Further, the monitoring means is not limited to the mode using the photodiode 21 for detecting the light amount of the laser beam as described above, but the position of the laser beam Lm is detected by the position sensor and the detected laser beam is detected. It is also possible to take a form of examining the positional deviation of the laser beam L from the slit from the position of Lm.

The control unit 25 adjusts the angle of the deflecting means such as a mirror using a piezo element or a pulse motor, instead of the lenses 11, 12 or the slit of the shaping means 10.
The positional relationship between the laser beam L and the control means 10 may be adjusted by moving 13 or both in a plane perpendicular to the paper surface. Further, in some cases, the beam waist position may be adjusted by moving the lenses 11, 12 and the slit 13 in the optical axis direction.

When the apparatus is used by being incorporated in an apparatus such as a printer or a CR, the position control may be performed every time reading / recording is performed, but the control may be performed only when the power of the apparatus is turned on.

In the above embodiment, the laser beam output from the laser light source has side lobes.
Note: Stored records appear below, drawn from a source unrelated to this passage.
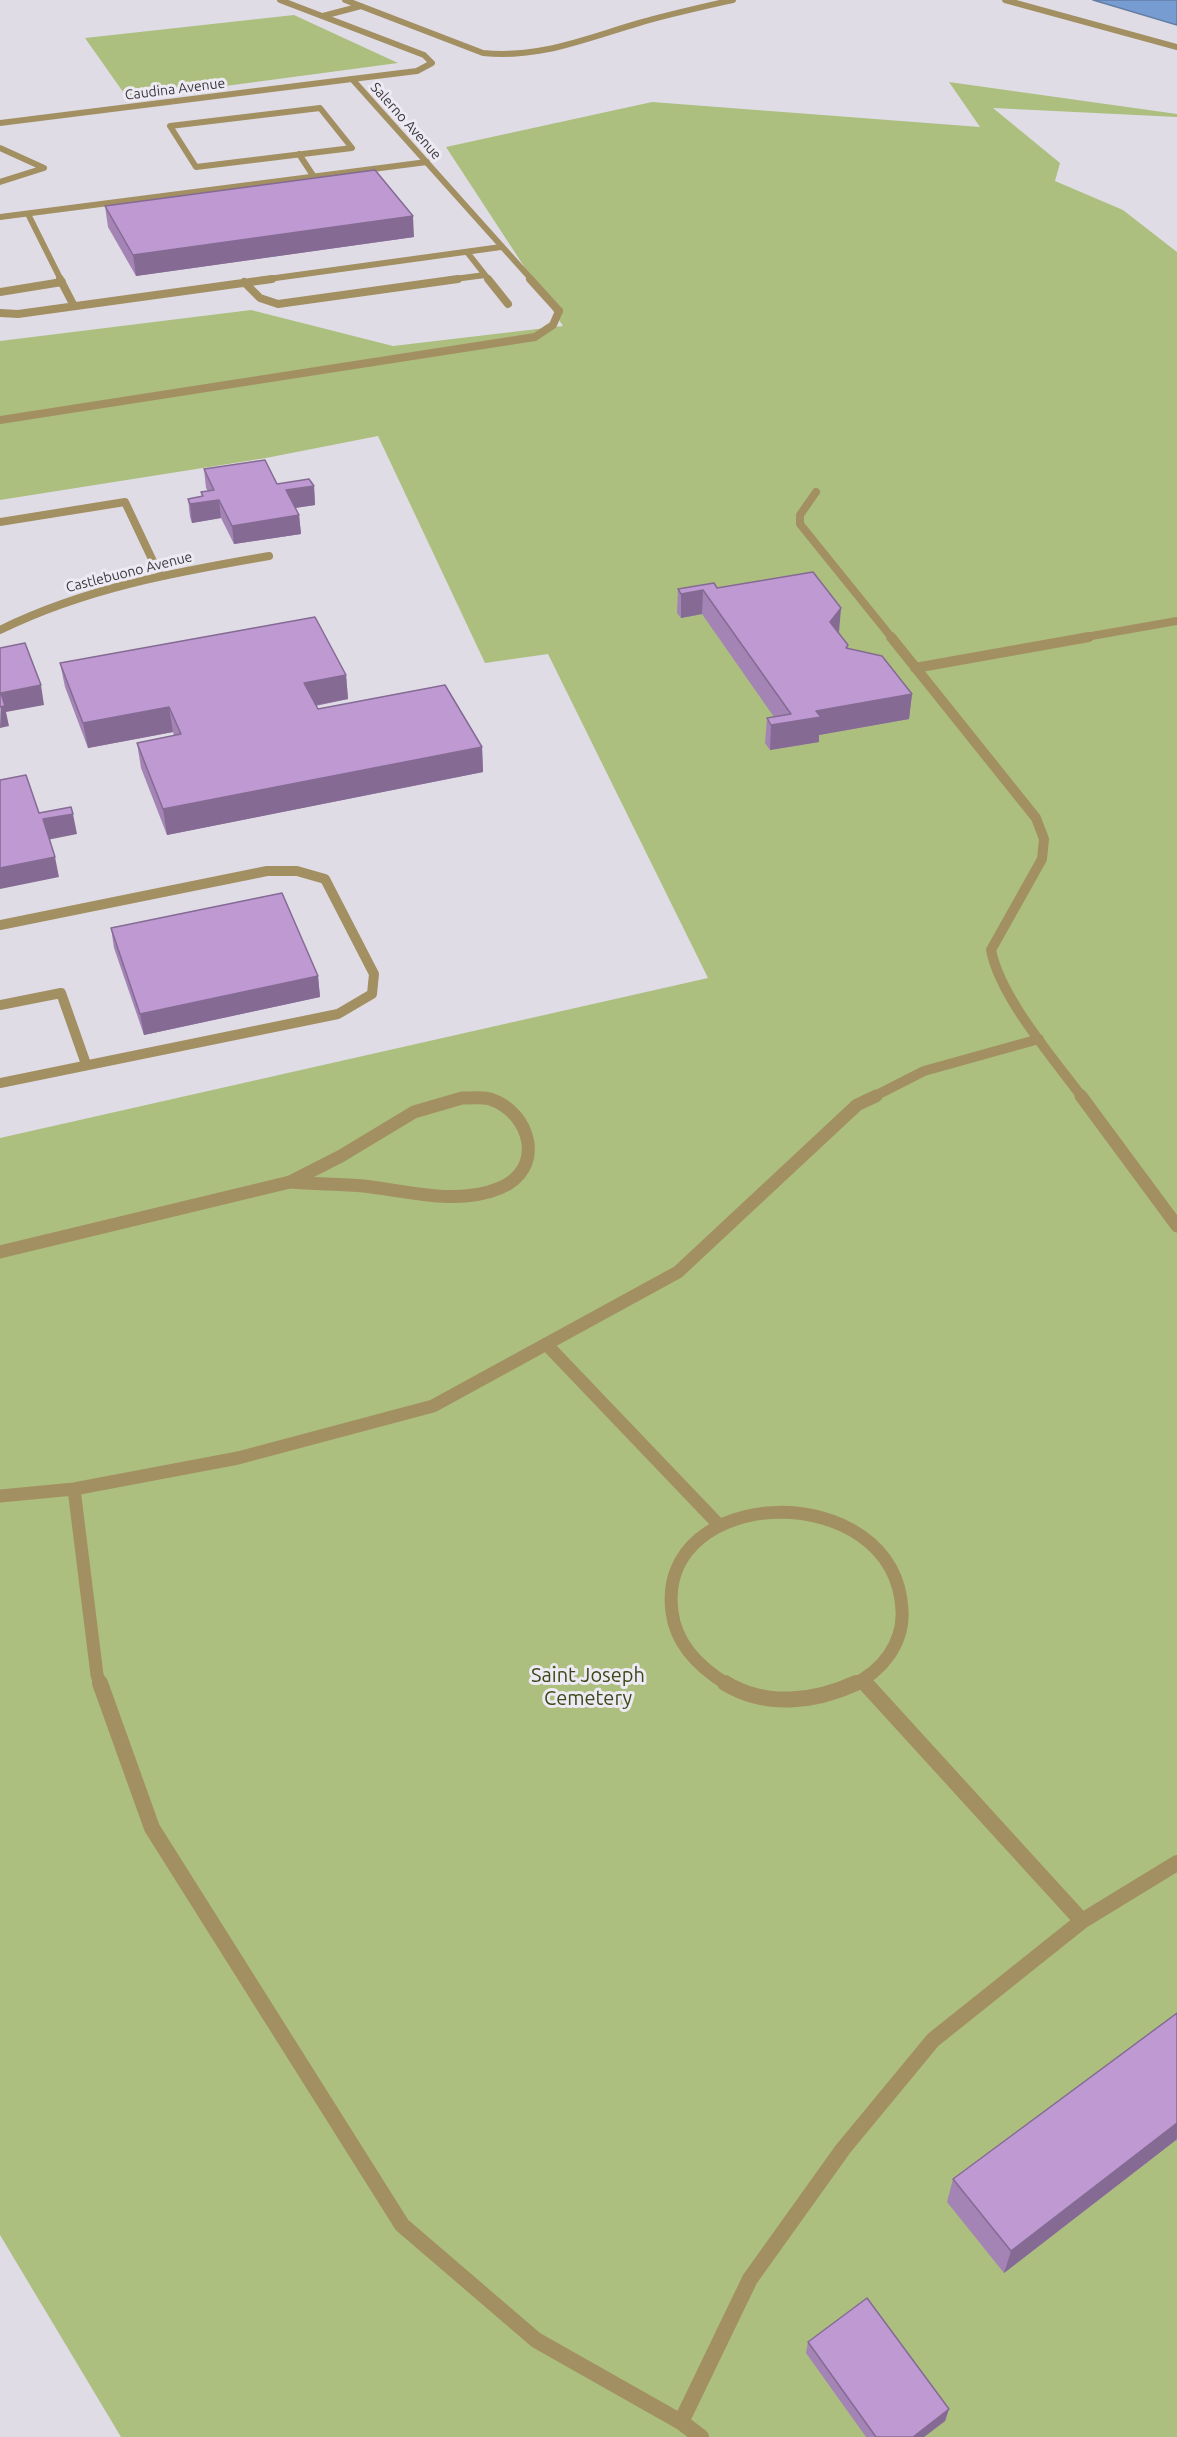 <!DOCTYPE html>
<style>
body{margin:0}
canvas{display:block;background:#dfdce6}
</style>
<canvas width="1177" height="2437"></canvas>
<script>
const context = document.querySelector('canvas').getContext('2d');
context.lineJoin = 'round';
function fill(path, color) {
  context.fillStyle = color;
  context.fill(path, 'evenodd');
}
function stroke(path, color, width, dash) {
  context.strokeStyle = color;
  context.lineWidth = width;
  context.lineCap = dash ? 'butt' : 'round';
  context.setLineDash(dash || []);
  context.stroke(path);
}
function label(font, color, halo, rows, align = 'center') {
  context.font = font + ' Ubuntu,sans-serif';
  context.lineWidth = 6;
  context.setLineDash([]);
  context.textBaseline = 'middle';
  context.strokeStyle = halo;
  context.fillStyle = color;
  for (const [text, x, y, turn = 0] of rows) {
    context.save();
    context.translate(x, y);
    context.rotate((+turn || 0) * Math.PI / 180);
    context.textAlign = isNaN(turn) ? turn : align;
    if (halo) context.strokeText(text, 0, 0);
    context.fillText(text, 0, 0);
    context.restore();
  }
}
fill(new Path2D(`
 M294 15 398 63 128 99 85 38Z
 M949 82 1177 114V117L993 108 1060 163 1055 181 1123 210 1177 252V2437H121L0 2235V1138L708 978 548 654 485 663 378 436 266 458 0 500V341L251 310 393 346 563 326 446 147 652 102 980 127Z`), '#adbf7f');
const water = new Path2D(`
 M1093 0H1177V25Z`);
fill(water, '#769cd1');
stroke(water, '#647ea4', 1.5);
stroke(new Path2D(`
 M280 0 424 55 432 63 417 71 352 79
 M345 0 483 53C539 59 587 38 639 23 670 14 702 7 733 0
 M323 16 361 6
 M320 108 352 148 196 167 170 126Z
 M0 148 44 168 0 182
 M299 154 314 177
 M28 214 61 280
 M0 217 427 162
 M467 252 489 280
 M261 280 501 247
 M447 280 485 275`), '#a39062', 6);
stroke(new Path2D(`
 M60 279 74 306
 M488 279 508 304
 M244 282 260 298 278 304 458 279
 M0 292 62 282
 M0 313 18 314 272 279
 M0 420 535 337 553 325 559 311
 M0 522 125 502 160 576
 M0 630C85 588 176 572 269 556`), '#a39062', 8);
stroke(new Path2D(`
 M0 925 267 871H297L325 879 374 974 372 994 338 1014 0 1083
 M0 1005 61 993 86 1064`), '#a39062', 10);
stroke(new Path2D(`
 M462 1098C471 1098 481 1097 490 1099 531 1112 546 1169 500 1188 457 1206 408 1191 364 1186 339 1184 314 1184 290 1182L341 1156 414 1112Z
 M0 1252 290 1182`), '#a39062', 13);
stroke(new Path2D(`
 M1005 0 1177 47
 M0 123 352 79 532 280`), '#a39062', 6);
stroke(new Path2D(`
 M530 279 559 311
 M816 492 800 515V524L892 638
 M1080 638 1177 621`), '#a39062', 8);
stroke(new Path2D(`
 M891 637 1036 818 1044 839 1042 859 991 950C1000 997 1053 1058 1082 1097
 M915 668 1089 637
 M873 1097 924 1071 1039 1039`), '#a39062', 10);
stroke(new Path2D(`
 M1081 1096 1177 1226
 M547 1345 719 1525
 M74 1489 97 1675 101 1685
 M0 1496 74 1489 238 1458 433 1406 678 1272 857 1105 876 1096
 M863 1681 866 1685
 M728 1685C700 1668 676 1645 672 1612 655 1483 895 1476 902 1610 904 1643 882 1672 852 1685`), '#a39062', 13);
stroke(new Path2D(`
 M100 1683 152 1828 402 2225 536 2340 681 2422 701 2437
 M725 1683C766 1708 815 1702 856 1683
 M865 1683 1082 1921
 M681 2422 750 2279 843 2149 933 2040 1082 1921 1177 1863`), '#a39062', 16);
fill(new Path2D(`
 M105 206 414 237 136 276 108 227Z
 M204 469 277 484 314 486 315 505 295 508 299 515 301 534 234 544 221 518 192 523 190 517 188 499 202 497 201 492 208 491 206 488Z
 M717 588 841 608 838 633 848 645V648L912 694 909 719 819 735V742L770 750 765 743 767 718 774 717 702 614 681 618 677 613 678 589Z
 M60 663 346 675 348 699 316 706 318 709 482 747 483 772 167 835 141 768 137 743 174 736 173 732 88 748 65 687Z
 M111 928 318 976 320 997 144 1035 114 948Z
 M1177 2013V2141L1176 2140 1004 2273 947 2202 953 2179Z
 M808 2342 949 2409 945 2421 924 2437H866L806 2353Z`), '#a384b5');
fill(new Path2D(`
 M413 216 414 237 136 276 133 255Z
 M314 486 315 505 288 509 286 490Z
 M219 500 221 518 192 523 190 504Z
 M299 515 301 534 234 544 232 526Z
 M703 590 702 614 681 618V594Z
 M841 608 839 632 828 647 830 622Z
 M346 675 348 699 306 707 304 683Z
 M41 685 44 705 6 712 9 726 0 728 1 693Z
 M912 694 909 719 819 735V742L770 750 771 725 816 711Z
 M169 707 173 732 88 748 83 723Z
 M482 747 483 772 167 835 163 809Z
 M73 814 77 834 47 840 43 819Z
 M55 857 59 877 0 889V868Z
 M318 976 320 997 144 1035 140 1014Z
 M1177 2123V2137L1176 2140 1004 2273 1011 2251Z
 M949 2409 945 2421 924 2437H913Z`), '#856b93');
const building = new Path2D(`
 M375 170 413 216 133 255 105 206Z
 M265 460 277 484 309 479 314 486 286 490 299 515 232 526 219 500 190 504 188 499 203 496 201 492 214 490 204 469Z
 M813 572 841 608 830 622 848 645 846 648 882 656 912 694 816 711 821 717 771 725 767 718 791 714 703 590 681 594 678 589 714 583 717 588Z
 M315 617 346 675 304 683 318 709 445 685 482 747 163 809 137 743 181 734 169 707 83 723 60 663Z
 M25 643 41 685 1 693 5 706 0 707V648Z
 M26 775 39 813 71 807 73 814 43 819 55 857 0 868V780Z
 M282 893 318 976 140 1014 111 928Z
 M1177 2013V2123L1011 2251 953 2179Z
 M867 2298 949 2409 913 2437H876L808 2342Z`);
fill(building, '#be99d2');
stroke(building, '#856b93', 1.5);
label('14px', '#3a383c', '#edeaf3', [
 ["Caudina Avenue",175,89,-7],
 ["Salerno Avenue",406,121,48],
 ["Castlebuono Avenue",129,572,-14]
]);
label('20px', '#3d4819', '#edeaf3', [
 ["Saint Joseph",588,1675],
 ["Cemetery",588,1698]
]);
</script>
However, the laser optical device of the present invention has a side lobe caused by vignetting by another optical system. It is also possible to shape the beam shape of the laser beam having the above.
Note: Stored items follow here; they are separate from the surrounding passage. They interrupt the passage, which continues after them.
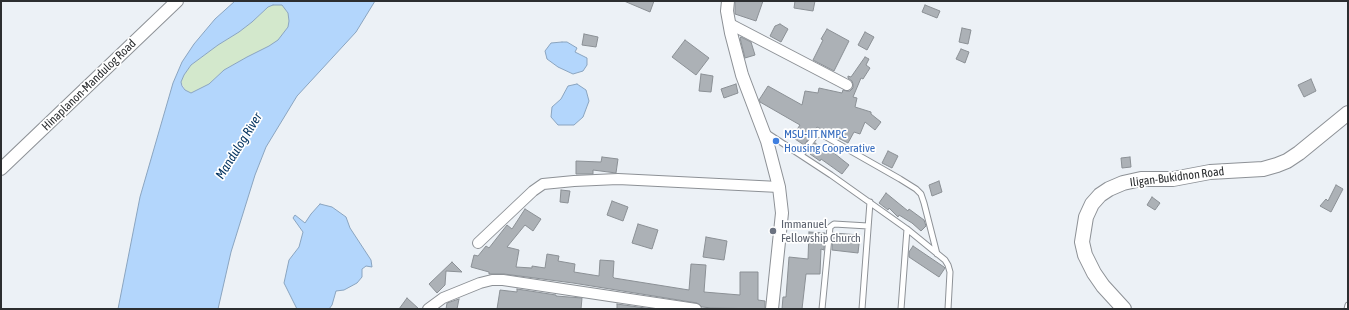 <!DOCTYPE html>
<style>
body{margin:0}
#map{position:relative;width:1349px;height:310px;overflow:hidden;background:#ecf1f6;font-family:"Asap Condensed",sans-serif}
canvas{display:block}
.frame{position:absolute;inset:0;border:2px solid #2c2e30;pointer-events:none}
</style>
<div id="map">
<canvas width="1349" height="310"></canvas>
<div class="frame"></div>
</div>
<script>
const g = document.querySelector('canvas').getContext('2d');
g.lineJoin = 'round';
function fill(path, color) {
  g.fillStyle = color;
  g.fill(path, 'evenodd');
}
function poly(rows) {
  const path = new Path2D();
  for (const r of rows) {
    path.moveTo(r[0], r[1]);
    for (let i = 2; i < r.length; i += 2) path.lineTo(r[i], r[i + 1]);
  }
  return path;
}
function trace(path, color, width, dash) {
  g.strokeStyle = color;
  g.lineWidth = width;
  g.lineCap = dash ? 'butt' : 'round';
  g.setLineDash(dash || []);
  g.stroke(path);
}
function drawText(font, color, halo, rows, align = 'center') {
  g.font = font + ' "Asap Condensed",sans-serif';
  g.lineWidth = 3.5;
  g.setLineDash([]);
  g.textBaseline = 'middle';
  g.strokeStyle = halo;
  g.fillStyle = color;
  for (const [text, x, y, turn = 0] of rows) {
    g.save();
    g.translate(x, y);
    g.rotate((+turn || 0) * Math.PI / 180);
    g.textAlign = isNaN(turn) ? turn : align;
    if (halo) g.strokeText(text, 0, 0);
    g.fillText(text, 0, 0);
    g.restore();
  }
}
fill(poly([
 [273,5,282,5,288,13,289,21,288,27,278,41,269,46,247,57,224,70,209,84,191,93,185,90,181,82,184,75,191,65,218,45,239,32,252,22,268,7]
]), '#d3e8cc');
const water = poly([
 [235,1,375,1,356,32,297,96,266,147,255,175,231,252,218,309,118,309,140,197,173,83,182,62,194,44,215,19,235,1],
 [273,5,282,5,288,13,289,21,288,27,278,40,269,46,247,57,224,70,209,84,191,93,185,90,182,86,181,82,184,75,191,65,218,45,239,32,252,22,268,7,273,5],
 [562,42,567,42,577,48,575,52,587,58,587,65,583,71,573,74,558,67,547,59,545,51,551,43,562,42],
 [577,84,586,90,589,101,583,117,574,125,558,125,551,117,552,107,561,99,568,86,577,84],
 [320,204,332,207,346,217,350,228,371,260,372,267,366,266,362,269,362,277,357,283,344,290,336,291,332,305,329,309,297,309,284,283,289,260,299,247,303,232,293,218,295,215,305,223,311,214,320,204]
]);
fill(water, '#b3d6fc');
trace(water, '#8aa4bf', 1);
const building = poly([
 [624,1,654,1,650,12,624,1],
 [735,1,763,1,756,21,735,14,735,1],
 [795,1,815,1,813,11,794,8,795,1],
 [925,5,940,11,937,18,922,12,925,5],
 [780,24,788,29,781,42,770,36,775,26,780,24],
 [962,28,971,30,968,44,959,42,962,28],
 [827,29,849,41,834,71,813,60,823,40,821,39,827,29],
 [865,32,874,37,867,50,858,45,865,32],
 [584,34,598,37,596,47,582,45,584,34],
 [741,37,751,42,755,55,745,58,740,38,741,37],
 [685,40,709,58,696,75,672,57,685,40],
 [961,49,969,52,965,63,956,59,961,49],
 [865,57,869,59,866,65,870,68,863,79,861,78,853,97,857,98,855,107,871,112,871,114,881,122,875,130,865,122,860,134,854,132,848,143,817,127,804,145,792,137,800,125,760,102,759,100,768,86,802,105,805,91,818,93,819,88,842,93,843,90,847,91,850,91,853,88,853,84,852,81,848,78,848,76,851,77,865,57],
 [701,74,713,76,711,92,699,91,701,74],
 [1311,79,1316,91,1304,97,1298,85,1311,79],
 [736,84,738,93,724,98,721,89,736,84],
 [815,143,828,152,830,150,849,165,842,174,821,159,820,161,810,154,812,151,810,149,815,143],
 [888,151,898,156,892,168,882,163,888,151],
 [602,157,618,159,616,173,593,170,593,174,576,174,576,161,601,162,602,157],
 [1130,157,1131,167,1122,168,1121,158,1130,157],
 [939,181,942,192,932,196,929,185,939,181],
 [1336,185,1343,189,1331,212,1320,206,1326,199,1328,201,1336,185],
 [561,190,570,191,568,203,560,202,561,190],
 [886,193,908,211,909,209,924,220,926,226,921,231,912,223,899,215,898,217,889,208,888,210,879,203,886,193],
 [1152,197,1160,203,1155,210,1147,205,1152,197],
 [612,201,628,207,623,221,607,215,612,201],
 [525,209,541,219,533,231,525,225,507,247,519,250,516,267,532,268,532,266,545,268,547,254,559,256,558,261,575,264,574,272,599,276,600,260,614,261,613,277,614,278,689,290,691,264,706,265,704,292,740,295,740,272,758,272,758,300,765,301,765,309,712,308,702,307,697,303,573,283,504,274,489,274,489,272,471,267,474,255,478,256,486,246,489,248,507,225,512,229,525,209],
 [638,224,658,230,652,249,632,243,638,224],
 [809,232,825,233,824,250,821,249,820,274,806,274,802,309,782,309,783,297,786,297,789,257,808,259,809,232],
 [833,233,860,235,858,253,832,250,833,233],
 [706,237,727,241,724,260,703,257,706,237],
 [913,246,944,267,945,268,939,277,909,257,909,252,913,246],
 [452,262,462,272,446,271,445,285,437,293,429,284,452,262],
 [517,289,556,295,556,296,582,298,581,309,497,309,500,290,517,292,517,289],
 [407,298,419,309,399,309,407,298],
 [459,299,457,309,446,309,447,303,459,299],
 [617,304,652,309,617,309,617,304]
]);
fill(building, '#acb1b6');
trace(building, '#8b9095', 1);
const service = poly([
 [767,133,831,175,907,229,945,260,948,265,950,272,948,309],
 [801,155,816,135,821,134,900,179,916,189,921,194,924,203,937,254],
 [822,309,830,227,834,224,868,226],
 [862,309,870,202],
 [901,309,907,229],
 [1347,309,1348,305]
]);
const minor = poly([
 [730,24,847,85],
 [478,243,533,191,543,184,574,181,618,179,779,187],
 [428,309,443,298,480,283,492,280,503,280,696,309]
]);
const tertiary = poly([
 [728,1,727,11,731,33,742,75,767,141,779,187,782,213,772,309],
 [1,169,177,1]
]);
const secondary = poly([
 [1124,309,1103,286,1094,273,1085,255,1082,242,1086,217,1092,204,1100,195,1109,189,1123,183,1141,179,1173,179,1210,172,1263,169,1277,165,1287,161,1299,153,1348,113]
]);
trace(service, '#8d9196', 7);
trace(minor, '#8d9196', 12);
trace(tertiary, '#8d9196', 14);
trace(secondary, '#8d9196', 16);
trace(service, '#fff', 5);
trace(minor, '#fff', 10);
trace(tertiary, '#fff', 12);
trace(secondary, '#fff', 14);
for (const [x, y, r, color] of [
 [776,141,4,"#3f7fe0"],
 [773,231,4,"#6b7280"]
]) {
  const dot = new Path2D();
  dot.arc(x, y, r, 0, 2 * Math.PI);
  g.fillStyle = color;
  g.fill(dot);
  trace(dot, '#fff', 1.5);
}
drawText('12px', '#2c2e30', '#fff', [
 ["Hinaplanon-Mandulog Road",89,85,-44],
 ["Iligan-Bukidnon Road",1177,177,-7]
]);
drawText('12px', '#366cbe', '#fff', [
 ["MSU-IIT NMPC",784,134],
 ["Housing Cooperative",784,148]
], 'left');
drawText('12px', '#5b616d', '#fff', [
 ["Immanuel",781,224],
 ["Fellowship Church",781,238]
], 'left');
drawText('italic 13px', '#00315e', '#fff', [
 ["Mandulog River",239,146,-58]
]);
</script>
[Brief description of the drawings]

FIG. 1 is a view schematically showing a laser optical device of the present invention.

FIG. 2 is a diagram showing a laser light source in which vignetting occurs.

FIG. 3 is a diagram showing an optical system for shaping a laser beam having side lobes;

FIG. 4 is a diagram showing an intensity distribution of a laser beam;

[Explanation of symbols]

 DESCRIPTION OF SYMBOLS 1 Laser optical device 2 Laser light source 10 Shaping means 11, 12 lens 13 Slit 15 Beam splitter 20 Control means 21 Photodiode 22 Lens 23 Mirror 24 Piezo element 25 Control part 30 Imaging lens

Claims (7)

[Claims] 1. A beam shaping unit for removing a side lobe of a laser beam by passing a laser beam having a side lobe, and a predetermined positional relationship between the laser beam and the shaping unit for removing the side lobe. And a control means for controlling the laser beam or the shaping means so as to pass through the shaping means. 2. The method according to claim 1, wherein the shaping unit includes a lens that focuses the laser beam, and an opening unit that has an opening that allows the focused laser beam to pass therethrough. The laser optical device according to claim 1, wherein the control is performed such that a beam waist position of the beam substantially coincides with a position of the opening. 3. The control means includes monitor means for monitoring a laser beam passing through the shaping means and examining a positional relationship of the laser beam with respect to the aperture, and performing the control based on a monitoring result by the monitor means. 3. The laser optical device according to claim 2, wherein the laser optical device performs the operation. 4. The laser optical device according to claim 3, wherein said monitor means is a light quantity detector for detecting a light quantity of the laser beam passing through said shaping means. 5. The laser optical device according to claim 3, wherein said monitor means is a position sensor for detecting a position of a laser beam passing through said shaping means. 6. A deflecting means for deflecting the laser beam emitted from the laser light source toward the shaping means, and an angle adjusting means for adjusting a deflecting direction of the laser beam by the deflecting means. The laser optical device according to any one of claims 3 to 5, further comprising: controlling the angle adjusting unit based on the monitoring result. 7. The laser according to claim 3, wherein said control means performs said control by adjusting a position of said lens or said aperture means based on said monitoring result. Optical device.